Over the next few months, some independent bottler’s products are going to be available to Albertans for the first time (or for the first time in a while). The first of these will be the Single Cask Nation (SCN) out of the United States. For a number of years, they have had a cult like following through the releases they make available to their members. These tend to sell out extremely quickly.
In 2017, SCN created J & J Spirits, which consisted of a line of bottlings that could be bought at whisky shops and enjoyed in bars. Later this year, we’ll be able to enjoy a number of these products. These will also be single cask offerings. In the past, these releases have focused not only on Scottish distilleries such as Linkwood, Ben Nevis and Laphroaig, but also whiskies from America and rums from around the world.

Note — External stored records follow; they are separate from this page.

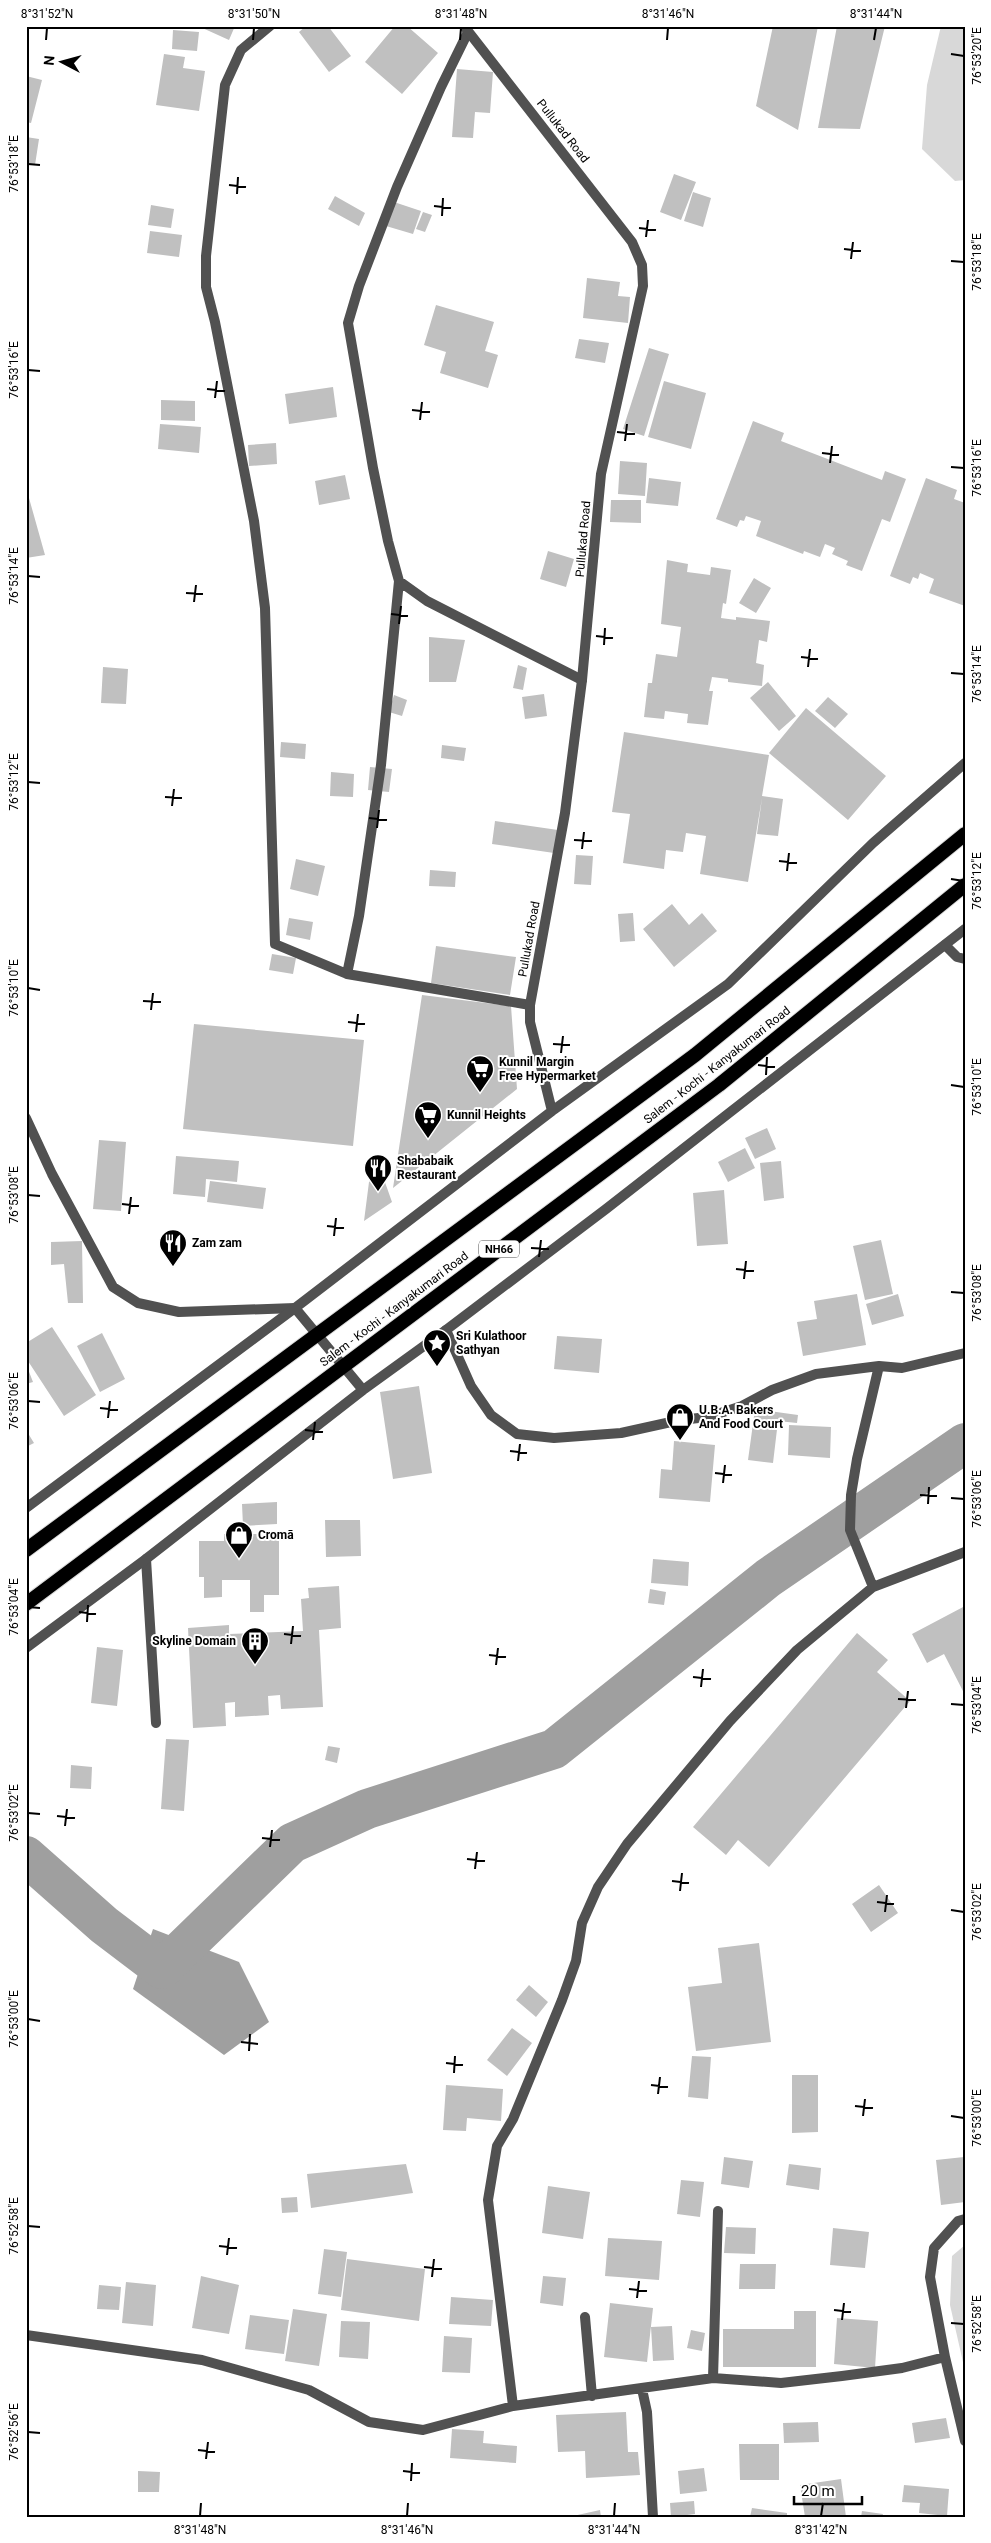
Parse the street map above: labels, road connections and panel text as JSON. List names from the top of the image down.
{
  "streets": {
    "highway": ["Salem - Kochi - Kanyakumari Road", "NH66"],
    "street": ["Pullukad Road"]
  },
  "places": {
    "supermarket": ["Kunnil Margin Free Hypermarket", "Kunnil Heights"],
    "restaurant": ["Shababaik Restaurant", "Zam zam"],
    "place": ["Sri Kulathoor Sathyan"],
    "shop": ["U.B.A. Bakers And Food Court", "Cromā"],
    "building": ["Skyline Domain"]
  },
  "scale_bar": "20 m",
  "north": "left",
  "coordinates": [
    "8°31'52\"N",
    "8°31'50\"N",
    "8°31'48\"N",
    "8°31'46\"N",
    "8°31'44\"N",
    "76°53'20\"E",
    "76°53'18\"E",
    "76°53'16\"E",
    "76°53'14\"E",
    "76°53'12\"E",
    "76°53'10\"E",
    "76°53'08\"E",
    "76°53'06\"E",
    "76°53'04\"E",
    "76°53'02\"E",
    "76°53'00\"E",
    "76°52'58\"E",
    "76°52'56\"E",
    "8°31'42\"N"
  ]
}
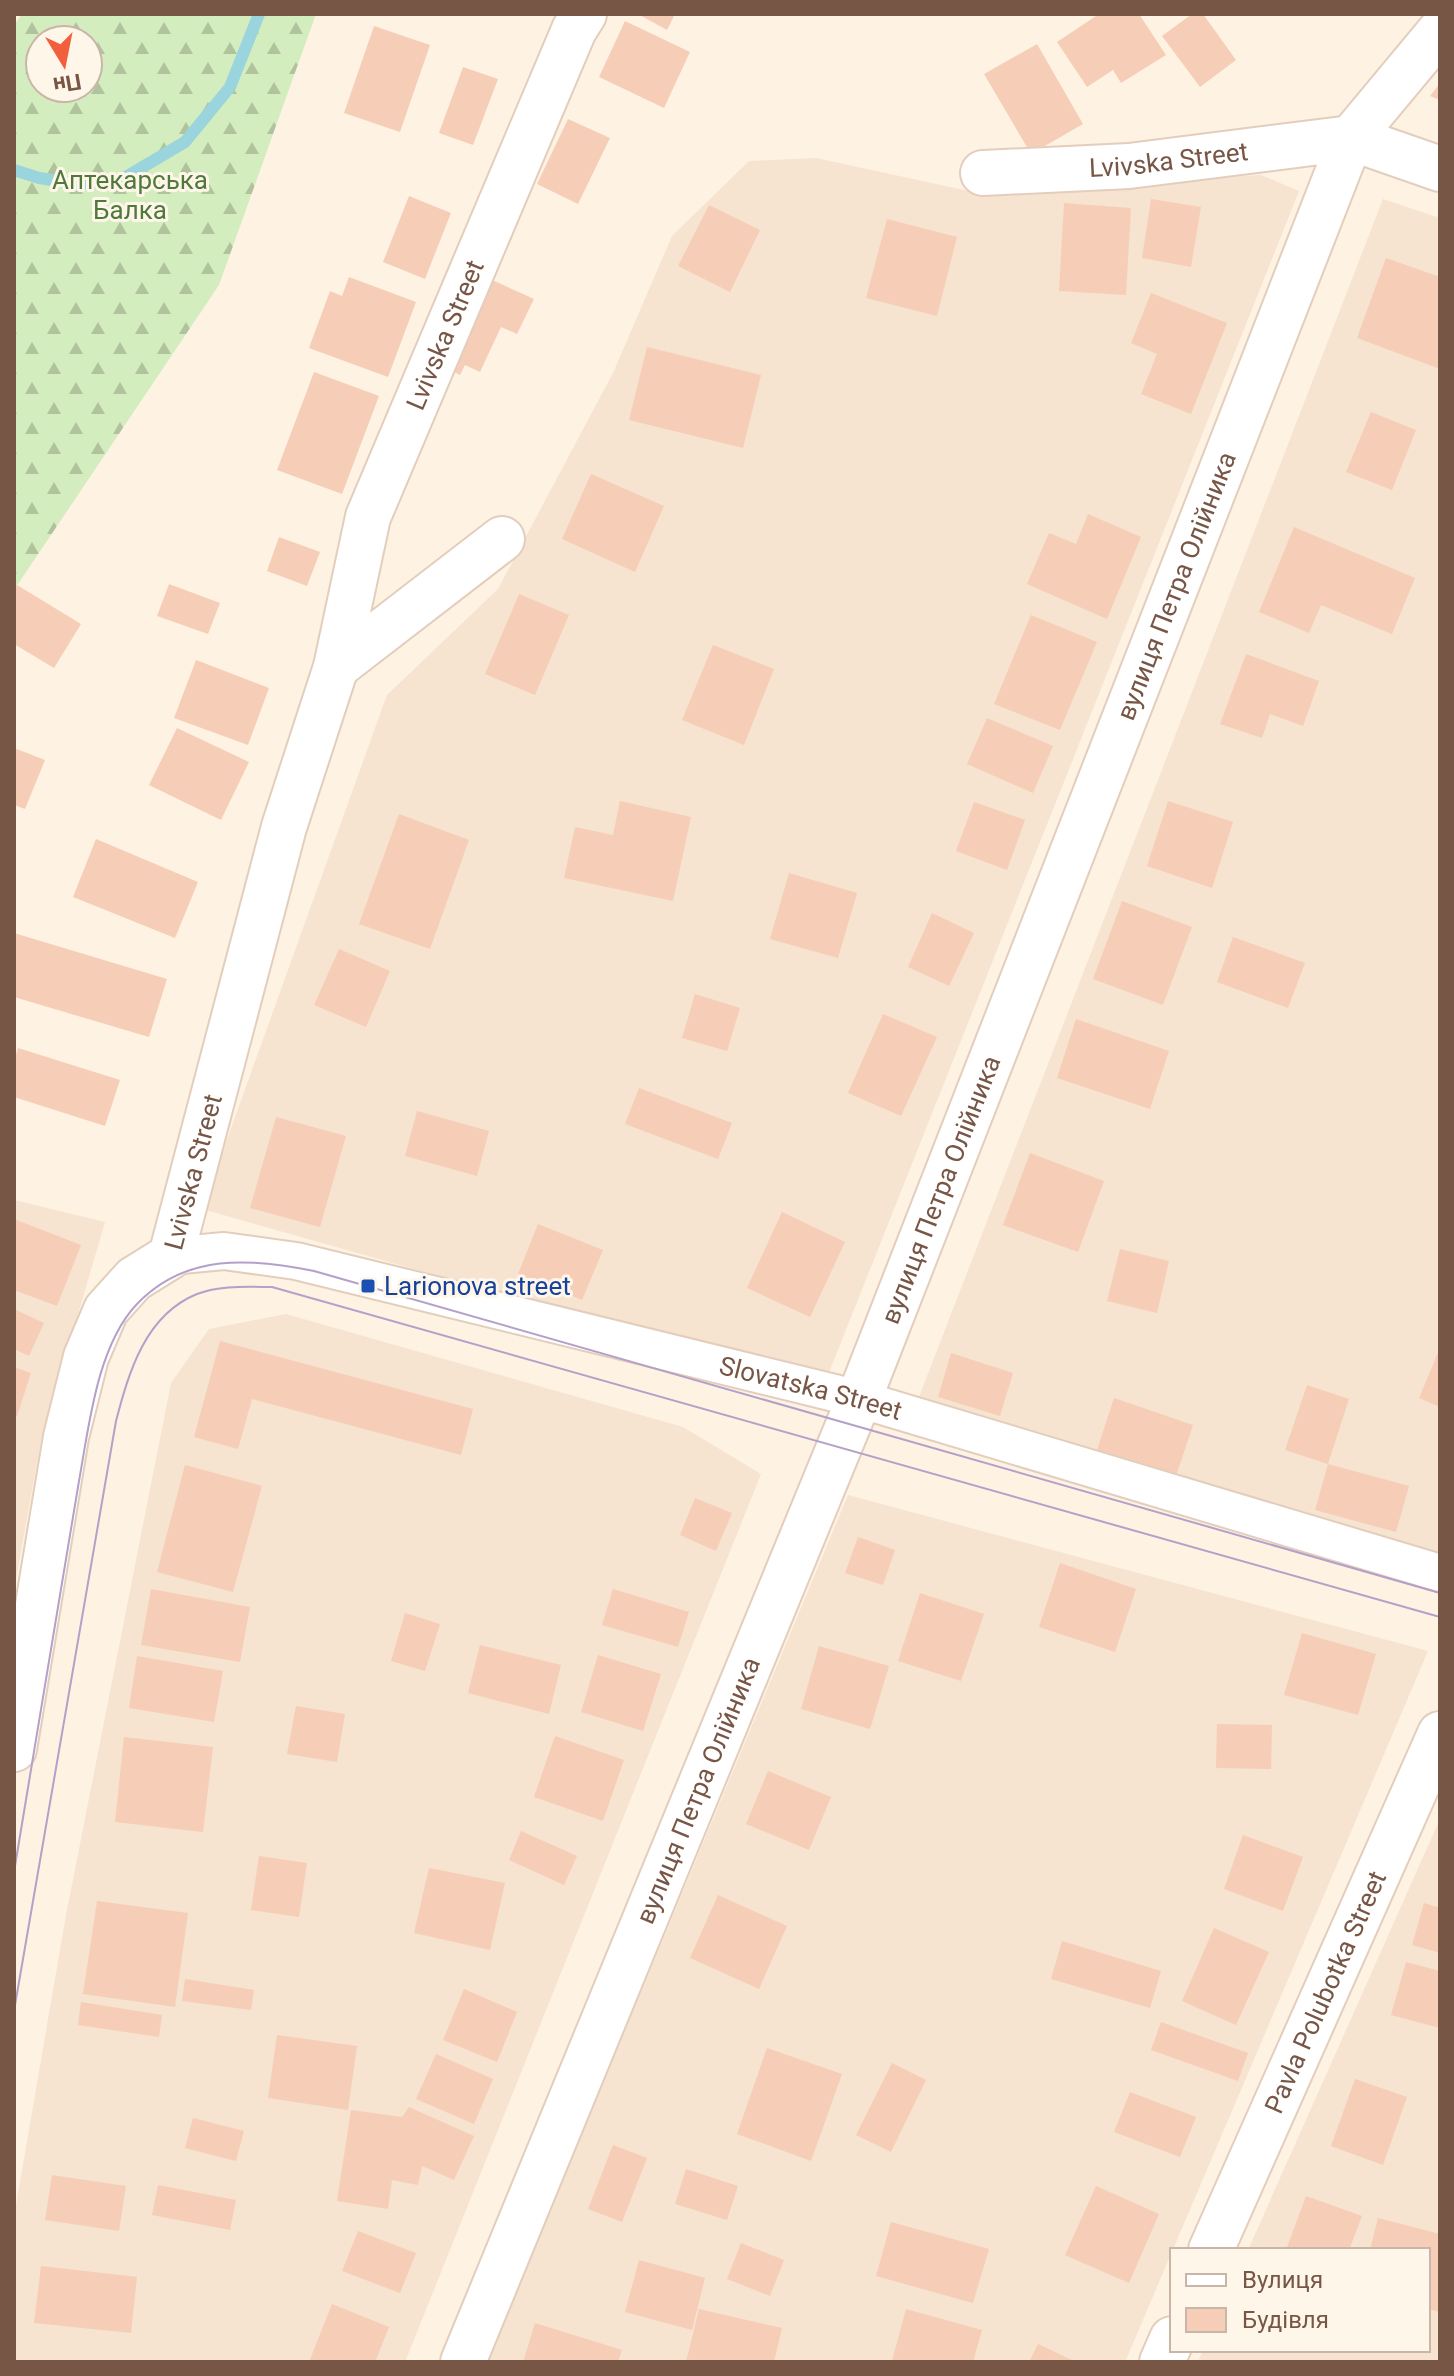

Although PWS Imports will be making sure that a few releases make it to store shelves, Mike Brisebois’ Whisky Explorer Society members will have first crack at the bat with the opportunity to order the whisky under review today. Very soon, PWS Imports’ Single Cask Clan members will have their own SCN release. At around that time, other J & J bottles will show up in stores.
This Whisky Explorer Society SCN release is a nine year blended malt matured in a first fill sherry butt and bottled at 65.4% abv. The blend is comprised of single malts that fall under the Edrington group of brands. Although which distilleries are represented in here is a secret, Highland Park and Macallan are strong possibilities.
Nose: There’s Highland Park in here. Highland Park or I’m a fool. Rich honey and just a whiff of heathered peat. This is not a sherry bomb on the nose at all. For those of you who have tried the latest batch of Old Perth Cask Strength, this nose will be very familiar to you. Lots of red berries and light stone fruits. Strawberries, peaches, nectarines and a little bit of raspberry. After a while a bit of a shortbread note is noticeable in the background. Besides ground ginger, I’m not getting a lot of baking spices here. There’s maybe a bit of European oak, but this one is very distillate forward on the nose at least.
Palate: For such a high abv whisky, the entry is pretty measured in terms of length. Werther’s Original caramels, orange zest, stewed red fruits. A little bit of vanilla extract and ground almond. The oak is much more pronounced in the mouth than on the nose, but there is enough citrus and sweetness to prevent the development from being too drying. The ginger and white pepper slowly build, but don’t overwhelm the experience. The caramel changes to sponge toffee towards the end of the development. Some ground clove is at the end as well.
Finish: Medium in length, but pleasant. Fading spice and oak. A bit of medium dark chocolate. The lingering citrus prevents this from being too drying. Going back to the Old Perth Cask Strength comparison again, there is much less youthfulness in this SCN bottle. There’s a depth to this that defies it’s age.
With water added…
There’s a little bit more oak on the nose now. There’s some clove joining the ginger and the caramel has been replaced by a light sponge toffee. The ground almond that I got on the entry has moved up into the nose as well. The entry is sweeter and creamier now. Almond brittle and chocolate fudge have joined the party. That fudge note carries all the way through the development, which is a good thing as the oak is a little more prevalent now. The balance is maintained. The finish is more oak forward, but not overly bitter.
Once again, this is a friendly reminder not to sleep on blended malts. Or any blends for that matter. When done right, these offer exceptional value for your money. It may be frustrating to some that there is sometimes a lack of an age statement (or that’s not the case here) and the origins of the blend are opaque, but my motto is, if it tastes good, those unknowns kind of melt away.